I'm at the kickoff meeting for the next phase of the Globus-based Earth System Grid (ESG), a U.S. Department of Energy project developing technology to manage and provide access to large quantities of climate simulation data. The two ESG portals provide access to more than 100 terabytes of output from U.S. and international climate models. The 4000 registered users have so far downloaded more than 130 terabytes of data as they ask questions such as "why are hurricane intensities increasing." Just last year, these users produced more than 300 scientific papers based on ESG data.
In the next phase, we face big challenges as the quantity of data increases (new petaflop/s computers will generate 10-100 more data), data becomes more distributed (it can't all be moved to a central location, as at present), the user population becomes larger and more diverse (including, e.g., policy analysts as well as climate scientists), and the sophistication of the data analyses to be performed increases.
One important trend will be increased focus on server-side analysis: as data volumes increase, users must be able to request that data be processed at the data location rather than downloaded to their local system.
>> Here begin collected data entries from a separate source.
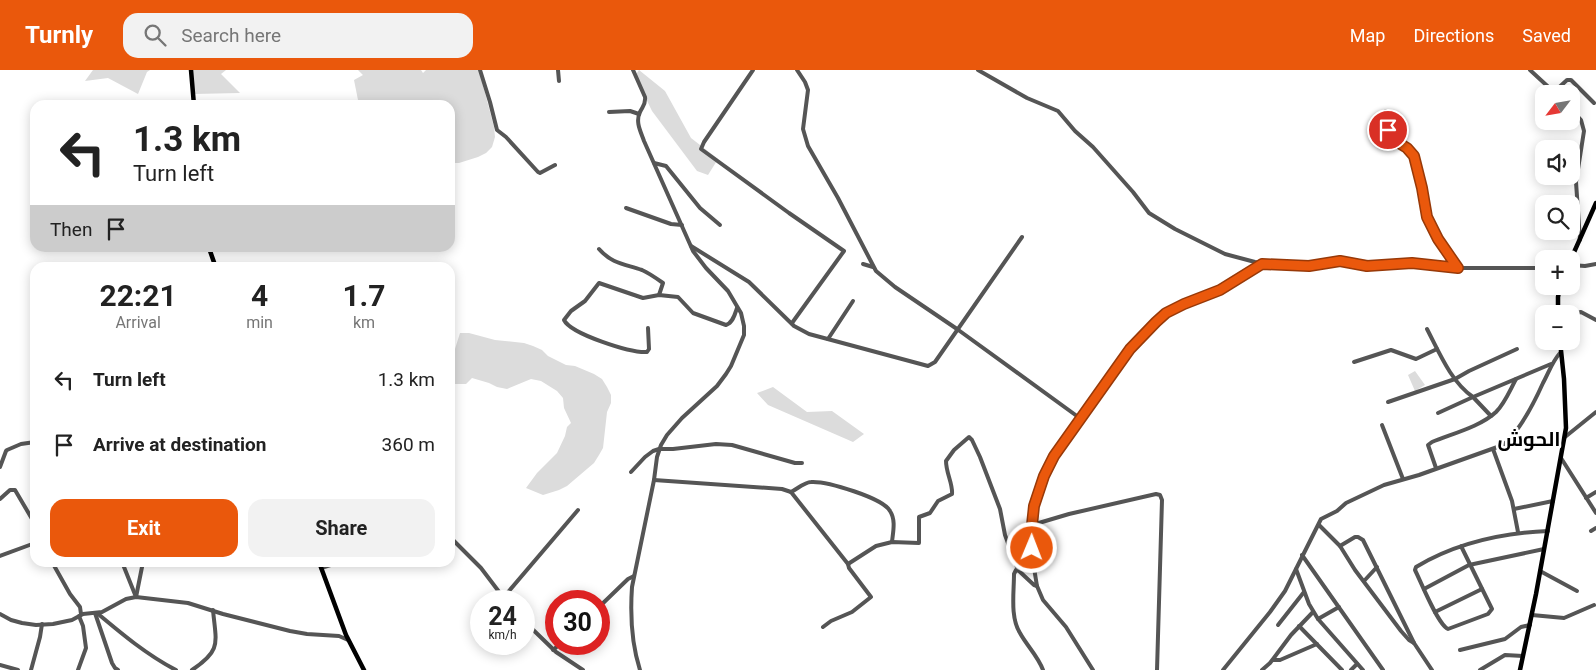 <!DOCTYPE html>
<html lang="en">
<head>
<meta charset="utf-8">
<style>
	body { margin:0; font-family:Roboto,Cairo,sans-serif; background:#f2f2f2; color:#222; height:100vh; display:flex; flex-direction:column; font-size:19px; white-space:nowrap }
	* { box-sizing:border-box; margin:0 }
	p { font-size:16px; color:#767676 }
	.icon { flex:none; width:28px; height:28px; fill:none; stroke:currentColor; stroke-width:2; stroke-linecap:round; stroke-linejoin:round }
	.map { position:relative; flex:1; overflow:hidden }
	.details { position:absolute; left:30px; top:192px; width:425px; height:305px; display:flex; flex-direction:column; background:#fff; border-radius:15px; box-shadow:0 2px 12px #0003 }
	.details>* { flex:none }
	.banner { position:absolute; left:30px; top:30px; width:425px; height:152px; border-radius:15px; box-shadow:0 2px 12px #0003; background:#fff; color:#222; overflow:hidden }
	.needle { width:32px; rotate:239deg }
	.buttons { position:absolute; left:1535px; top:15px; display:grid; gap:10px }
	.buttons a { display:grid; place-items:center; width:45px; height:45px; border-radius:10px; background:#fff; box-shadow:0 2px 12px #0003; font-size:25px }
	.speed { position:absolute; left:470px; top:520px; display:flex; gap:10px; font-size:25px; font-weight:700; text-align:center }
	.speed>* { display:grid; place-content:center; width:65px; height:65px; border-radius:50%; background:#fff; box-shadow:0 2px 12px #0003; line-height:1 }
	.speed small { font-size:12px; font-weight:400 }
	.speed .limit { border:8px solid #d22; background:#fff; color:#111 }
	.pin { position:absolute; display:grid; place-items:center; width:42px; height:42px; color:#fff; margin:-21px; border:2px solid #fff; border-radius:50%; box-shadow:0 1px 5px #0007 }
	.me { position:absolute; width:55px; margin:-28px; rotate:1deg; stroke-linejoin:round; filter:drop-shadow(0 0 4px #0008) }
	.turn { display:flex; align-items:center; gap:18px; height:105px; padding:0 20px; font-size:22px }
	.turn .icon { width:65px; height:65px; stroke-width:2.5 }
	.turn b { display:block; font-size:35px; line-height:42px }
	.then { display:flex; align-items:center; height:48px; padding:0 20px; background:#0003; gap:10px; font-size:19px }
	.eta { display:flex; justify-content:space-evenly; align-items:center; height:85px; text-align:center }
	.eta b { font-size:30px; font-weight:700; line-height:35px }
	.cta { display:flex; gap:10px; margin-top:auto; padding:10px 20px }
	.cta a { flex:1; height:58px; border-radius:15px; background:#ea580c; color:#fff; font-size:20px; font-weight:700; line-height:58px; text-align:center }
	.cta a+a { background:#f2f2f2; color:#222 }
	ul { padding:0; list-style:none }
	li { display:flex; align-items:center; gap:15px; height:65px; padding:0 20px }
	li div { flex:1 }
	li b { display:block; font-size:19px }
	li em { font-style:normal }
	header { display:flex; align-items:center; gap:30px; box-sizing:border-box; height:70px; padding:0 25px; background:#ea580c; color:#fff }
	header strong { font-size:24px }
	nav { display:flex; gap:28px; margin-inline-start:auto; font-size:18px }
	.search { width:350px; height:45px; background:#f2f2f2; display:flex; align-items:center; gap:12px; box-sizing:border-box; padding:0 18px; border-radius:15px; color:#767676; font-size:19px }
	.map>svg:first-child { display:block }
	.green { fill:#dcdcdc }
	.lines { fill:none; stroke-linecap:round; stroke-linejoin:round }
	.minor { stroke:#555; stroke-width:4 }
	.major { stroke:#000; stroke-width:4.5 }
	.route-casing { stroke:#983908; stroke-width:12 }
	.route { stroke:#ea580c; stroke-width:9 }
	.labels { text-anchor:middle; stroke-width:5; stroke-linejoin:round; paint-order:stroke }
	.district-label { font-size:20px; font-weight:bold; fill:#000; stroke:#fff }
</style>
</head>
<body>
<header>
<strong>Turnly</strong>
<div class="search"><svg class="icon" aria-label="search" viewBox="0 0 24 24"><circle cx="10" cy="10" r="6"/><path d="M15 15l6 6"/></svg>Search here</div>
<nav><a>Map</a><a>Directions</a><a>Saved</a></nav>
</header>
<div class="map">
<svg width="1596" height="600" viewBox="0 0 1596 600">
	<rect width="100%" height="100%" fill="#fff"/>
	<g class="green">
		<polygon points="93,0 150,0 147,2 138,24 108,8 85,11"/>
		<polygon points="191,0 226,0 221,4 240,23 193,24"/>
		<polygon points="358,0 421,0 423,3 426,0 479,0 494,57 495,67 492,77 486,83 478,87 459,93 450,93 450,35 359,35 354,10 363,5"/>
		<polygon points="639,0 665,21 691,68 718,89 708,105 697,101 652,41 635,6"/>
		<polygon points="460,263 469,263 495,270 524,273 533,276 542,280 548,286 566,295 575,296 594,304 602,309 607,317 611,325 611,333 607,342 603,378 599,385 594,393 567,416 559,420 543,425 526,418 537,403 557,383 565,366 567,357 571,353 564,338 563,328 557,321 541,311 531,309 507,319 497,317 489,313 472,308 466,314 450,314 450,285 455,279"/>
		<polygon points="1415,301 1425,315 1415,321 1408,305"/>
		<polygon points="773,317 807,342 832,341 864,364 853,372 768,335 757,323"/>
	</g>
	<g class="lines">
		<g class="minor">
			<polyline points="480,0 490,32 497,60 506,67 538,102 540,103 555,95"/>
			<polyline points="558,0 559,11"/>
			<path d="M 633,0 L 645,27 C 646,34 643,36 640,42 C 635,52 641,62 644,71 L 693,181 L 706,198 L 728,221 L 741,243 L 744,256 L 744,265 L 731,296 L 726,304 L 717,316 L 682,348 L 667,365 L 661,375 L 657,387 L 654,410 L 632,517 C 630,546 631,572 640,600"/>
			<polyline points="753,0 704,72 701,79 789,143 844,181 792,253"/>
			<polyline points="797,0 805,12 808,20 803,59 808,76 838,128 876,201 895,217 957,259 1081,349 1130,279 1162,246 1184,234 1220,220 1262,194"/>
			<polyline points="978,0 1027,28 1058,41 1075,61 1093,77 1133,122 1149,143 1175,159 1225,184 1255,192 1282,195 1312,196 1340,191 1367,196 1412,193 1458,198 1544,198"/>
			<polyline points="1530,0 1556,24"/>
			<polyline points="1554,22 1567,10 1571,10 1594,33"/>
			<polyline points="1571,39 1581,50 1584,61 1576,112 1580,170"/>
			<polyline points="609,42 630,41 639,44"/>
			<path d="M 1388,60 L 1393,51 L 1390,44 L 1386,41 L 1381,43 C 1379,50 1391,68 1397,72 C 1402,76 1409,78 1413,84 C 1421,97 1422,129 1426,144 C 1432,164 1446,181 1458,198"/>
			<polyline points="654,93 666,96 700,138 720,155"/>
			<polyline points="626,138 671,154 682,155"/>
			<polyline points="691,176 749,212 794,256 809,264 928,296 935,292 1022,167"/>
			<path d="M 599,179 C 612,194 625,194 642,200 C 649,203 656,208 663,213 L 659,225"/>
			<polyline points="863,194 873,197"/>
			<polyline points="1571,195 1585,196 1596,194"/>
			<polyline points="1571,245 1581,242 1596,250"/>
			<path d="M 648,258 L 649,279 L 647,282 C 630,283 571,264 564,250 L 571,241 L 585,231 L 599,213 L 643,228 L 659,225 L 678,227 L 693,243 L 726,255 C 733,253 735,244 737,238"/>
			<path d="M 1427,259 C 1439,282 1451,312 1473,327 L 1551,294"/>
			<polyline points="828,269 853,231"/>
			<polyline points="1354,292 1391,280 1416,289 1437,279"/>
			<polyline points="1388,332 1455,309 1469,301 1517,279"/>
			<polyline points="1438,343 1473,327 1491,346"/>
			<polyline points="1382,355 1403,409"/>
			<polyline points="1565,367 1596,342"/>
			<polyline points="1493,379 1512,431 1518,462"/>
			<polyline points="1561,388 1596,443"/>
			<polyline points="0,397 6,381 7,380 21,374 35,372"/>
			<path d="M 1436,398 L 1428,375 L 1432,372 C 1451,364 1480,357 1496,342 C 1505,333 1510,320 1516,309"/>
			<polyline points="631,402 645,387 653,381 659,379 673,379 716,374 732,375 795,393 802,393"/>
			<polyline points="654,410 782,419 791,422 848,494 849,498 871,527 852,542 831,551 823,557"/>
			<path d="M 791,422 C 797,419 805,412 811,412 C 827,411 883,428 890,441 C 896,450 893,462 892,472"/>
			<polyline points="1586,428 1596,422"/>
			<polyline points="0,429 10,420 15,420 35,454"/>
			<polyline points="1514,439 1553,431"/>
			<polyline points="1032,455 1069,444 1156,424 1160,425 1162,430 1157,600"/>
			<polyline points="1319,455 1340,476 1355,500 1401,561 1409,570 1414,573 1432,600"/>
			<polyline points="1591,461 1596,458"/>
			<polyline points="450,467 481,498 506,531"/>
			<polyline points="1340,476 1355,467 1358,467 1363,470 1414,573"/>
			<path d="M 1461,476 L 1492,539 L 1488,544 L 1448,559 C 1438,555 1421,512 1415,500 L 1416,497 C 1456,473 1502,463 1548,461"/>
			<polyline points="1302,485 1383,600"/>
			<polyline points="0,486 35,473"/>
			<polyline points="52,492 70,524 80,537 81,544"/>
			<polyline points="122,492 136,527"/>
			<path d="M 848,494 L 876,476 L 892,472 L 919,473 L 919,447 L 930,443 L 938,431 L 952,424 C 953,414 946,403 946,391 L 954,380 L 969,367 L 972,370 L 980,387 L 1000,439 L 1005,465 L 1018,500"/>
			<polyline points="321,498 340,492"/>
			<polyline points="1296,499 1309,534 1318,549 1363,600"/>
			<polyline points="1540,501 1577,521"/>
			<polyline points="1364,511 1377,497"/>
			<polyline points="1037,516 1043,530 1066,557 1093,600"/>
			<polyline points="1424,519 1469,495 1544,479"/>
			<polyline points="136,527 143,492"/>
			<polyline points="503,528 578,440"/>
			<polyline points="599,537 628,509 634,506"/>
			<polyline points="1435,542 1482,519"/>
			<polyline points="95,543 112,593 115,598 118,600"/>
			<path d="M 97,543 C 122,564 147,585 176,600"/>
			<polyline points="0,544 11,550 22,553 36,555 53,554 72,550 83,544 102,542 126,529 136,527 188,533 223,544 290,561 307,564 339,566 348,570"/>
			<polyline points="1532,545 1564,548 1594,535"/>
			<polyline points="1318,549 1339,537"/>
			<polyline points="524,551 556,582 583,600"/>
			<polyline points="1278,555 1304,522"/>
			<polyline points="1299,556 1342,600"/>
			<polyline points="553,580 560,574"/>
			<polyline points="1460,580 1505,569 1521,557 1530,555"/>
			<polyline points="1273,590 1280,590 1317,574"/>
			<polyline points="0,595 18,600"/>
			<polyline points="31,600 40,567 42,554"/>
			<polyline points="78,600 86,578 83,556 79,546"/>
			<path d="M 192,600 C 222,580 216,573 213,540"/>
			<path d="M 1043,600 C 1038,586 1027,576 1020,563 C 1010,547 1014,523 1014,504 L 1016,500 L 1019,501 L 1034,515 L 1037,516 C 1030,478 1029,442 1043,406 C 1052,385 1068,366 1081,349"/>
			<path d="M 1223,600 L 1270,542 L 1285,521 L 1321,449 L 1337,441 L 1346,433 L 1384,415 L 1419,405 L 1503,375 C 1520,361 1534,333 1543,313 C 1549,302 1552,292 1560,283"/>
			<polyline points="1262,600 1270,593 1291,565 1313,542"/>
			<polyline points="1351,600 1357,594"/>
			<polyline points="1480,600 1505,585 1523,586"/>
		</g>
		<g class="major">
			<polyline points="191,0 194,35"/>
			<polyline points="209,178 216,198"/>
			<polyline points="1571,189 1596,133"/>
			<polyline points="1558,244 1558,227 1560,216"/>
			<polyline points="319,492 346,565 364,600"/>
			<polyline points="1520,600 1536,524 1566,358 1564,309 1560,271"/>
		</g>
	</g>
	<g class="lines">
		<g class="route-casing">
			<polyline id="route" points="1032,478 1032,455 1034,436 1044,406 1054,386 1130,279 1156,252 1166,243 1184,234 1220,220 1262,194 1309,196 1340,191 1367,196 1412,193 1458,198 1438,169 1427,147 1422,118 1414,86 1407,78 1394,70 1388,60"/>
		</g>
		<use href="#route" class="route"/>
	</g>
	<g class="labels">
		<g class="district-label">
			<text x="1529" y="376">الحوش</text>
		</g>
	</g>
</svg>
<div class="buttons">
<a><svg class="needle" viewBox="-14 -14 28 28"><path d="M0-13l5 13h-10z" fill="#e53935"/><path d="M0 13l5-13h-10z" fill="#767676"/></svg></a>
<a><svg class="icon" aria-label="sound" viewBox="0 0 24 24"><path d="M4 9h4l5-4v14l-5-4H4zM17 9q2 3 0 6"/></svg></a>
<a><svg class="icon" aria-label="search" viewBox="0 0 24 24"><circle cx="10" cy="10" r="6"/><path d="M15 15l6 6"/></svg></a>
<a>+</a>
<a>−</a>
</div>
<div class="speed"><div>24<small>km/h</small></div><div class="limit">30</div></div>
<div class="pin" style="left:1388px;top:60px;background:#d93025"><svg class="icon" aria-label="arrive" viewBox="0 0 24 24"><path d="M6 21V4h12l-3 4 3 4H6"/></svg></div>
<svg class="me" style="left:1032px;top:478px" viewBox="-20 -20 40 40"><circle r="17" fill="#ea580c" stroke="#fff" stroke-width="3"/><path d="M0-11L8 9 0 5-8 9z" fill="#fff"/></svg>
<div class="banner">
<div class="turn"><svg class="icon" aria-label="left" viewBox="0 0 24 24"><path d="M17 20v-9H6M10 6l-5 5 5 5"/></svg><div><b>1.3 km</b>Turn left</div></div>
<div class="then">Then<svg class="icon" aria-label="arrive" viewBox="0 0 24 24"><path d="M6 21V4h12l-3 4 3 4H6"/></svg></div>
</div>
<section class="details">
<div class="eta">
<div><b>22:21</b><p>Arrival</p></div>
<div><b>4</b><p>min</p></div>
<div><b>1.7</b><p>km</p></div>
</div>
<ul>
<li><svg class="icon" aria-label="left" viewBox="0 0 24 24"><path d="M17 20v-9H6M10 6l-5 5 5 5"/></svg><div><b>Turn left</b></div><em>1.3 km</em></li>
<li><svg class="icon" aria-label="arrive" viewBox="0 0 24 24"><path d="M6 21V4h12l-3 4 3 4H6"/></svg><div><b>Arrive at destination</b></div><em>360 m</em></li>
</ul>
<div class="cta"><a>Exit</a><a>Share</a></div>
</section>
</div>
</body>
</html>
They need access to data analysis services as well as data download functions, so that they can ask "compare the power spectrum of sea surface temperature in the Nino-3 region from these 10 models" rather than "download ocean temperature data for those models for a 100-year simulation period." Needless to say, server-side analysis of petabytes of data is not easy. We'll be working in the coming months to add such capabilities to ESG.
If you want to learn more, here is a fairly recent article on ESG architecture and implementation. Globus technology is used for data access, authentication and authorization, distributed system monitoring, and other purposes.
I see ESG as a premier example of service-oriented science--and also a success story for Grid technology.